This article series will show you what your club’s constitution should contain and give you basic instructions on how to write them:
· The bylaws should begin with a creation/amendment date prominently displayed at the top. This date will allow all members to know that they have the most up-to-date version with a quick glance.
· There should be a table of contents to allow members to quickly search and access desired sections.

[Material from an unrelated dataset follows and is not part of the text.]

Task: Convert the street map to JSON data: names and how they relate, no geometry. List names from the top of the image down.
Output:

Article 1 should stipulate the date of the inception of the motorcycle club. Along with the club’s birth date it will state what the name shall forever be. It should give the physical address and the website URL, Facebook page URL, email, phone number and other contact information.
Section 1 The Club:
Section 1 of Article II should explain what the physical makeup of the club should be. It will state how many members a club contains (or an unlimited number of members) and what the male and female members shall be designated (i.e., property vs. members). It will designate what percentage of the membership must own motorcycles (in Georgia this is 80% of the club’s members) and how long a membership will last (i.e., until the member dissolves their membership or violates the constitution).
Section 2 Membership:
Section 2 of Article II generally states what is required to be a member of your motorcycle club. It should state the requirements of regular or prospective (probationary) membership. It will state the minimum age of a member and what qualifications the member should have on their driver’s license before they can join. It will stipulate how a prospective member (hang around) will become designated as a Prospect and how the Prospect will become a regular member. It will also state the minimum age required for membership.

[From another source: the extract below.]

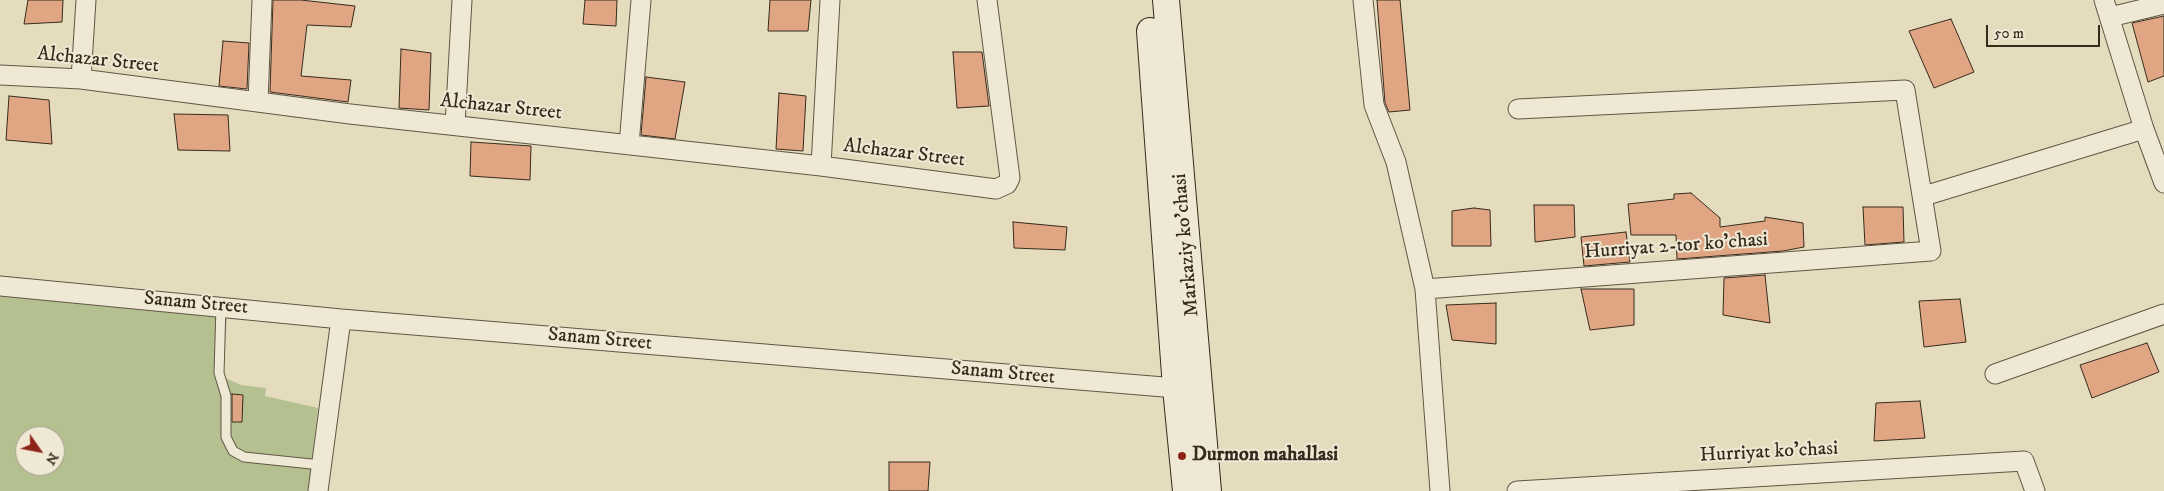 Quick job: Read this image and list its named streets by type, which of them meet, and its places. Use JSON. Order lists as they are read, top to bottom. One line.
{"streets":{"street":["Alchazar Street","Markaziy ko'chasi","Hurriyat 2-tor ko'chasi","Sanam Street","Hurriyat ko'chasi"]},"crossings":[["Markaziy ko'chasi","Sanam Street"]],"places":["Durmon mahallasi"],"scale_bar":"50 m","north":"bottom right"}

Section 2a: Prospective Membership:
Section 2a of Article II will detail the conduct of a Prospect during the prospecting period. It will specify the duties of the Prospect’s sponsor and the duties of the Prospect. It will list all requirements of a Prospect and specifically state what a Prospect cannot be asked to do and what cannot be done to a Prospect by regular members.

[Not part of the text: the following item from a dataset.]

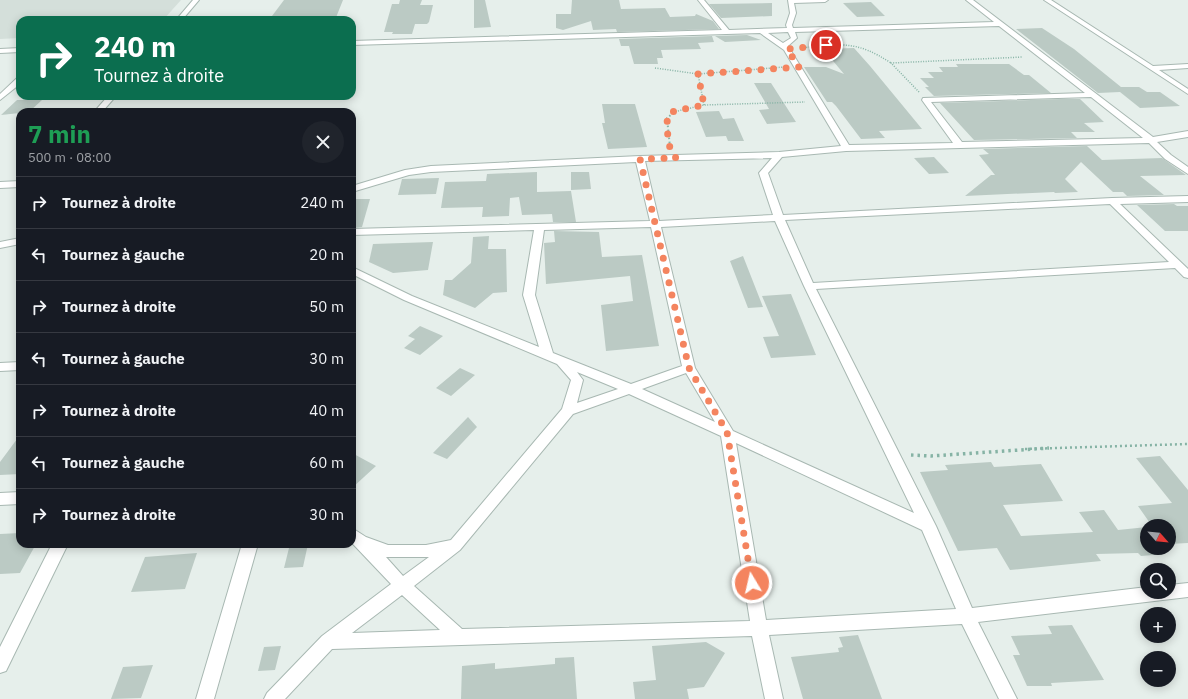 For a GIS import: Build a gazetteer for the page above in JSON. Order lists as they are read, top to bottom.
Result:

Section 3a: Auxiliary Membership
Section 3a of Article II will discuss auxiliary membership or the duties of club Property. It will tell how old the auxiliary members should be and discuss the nature of their association with the club and what it will take for them to gain their colors.
Section 4: Initiation
Section 4 of Article II will state what is required during the club’s initiation of a new member.
Section 4a: Inactive Members
Section 4a of Article II will specify how inactive members will be treated and what will be considered a period of inactivity. It will detail how the MC will grant members a leave of absence, emergency leave or relieve duty responsibilities from a member for special circumstances. It will also state how long leave periods can be granted.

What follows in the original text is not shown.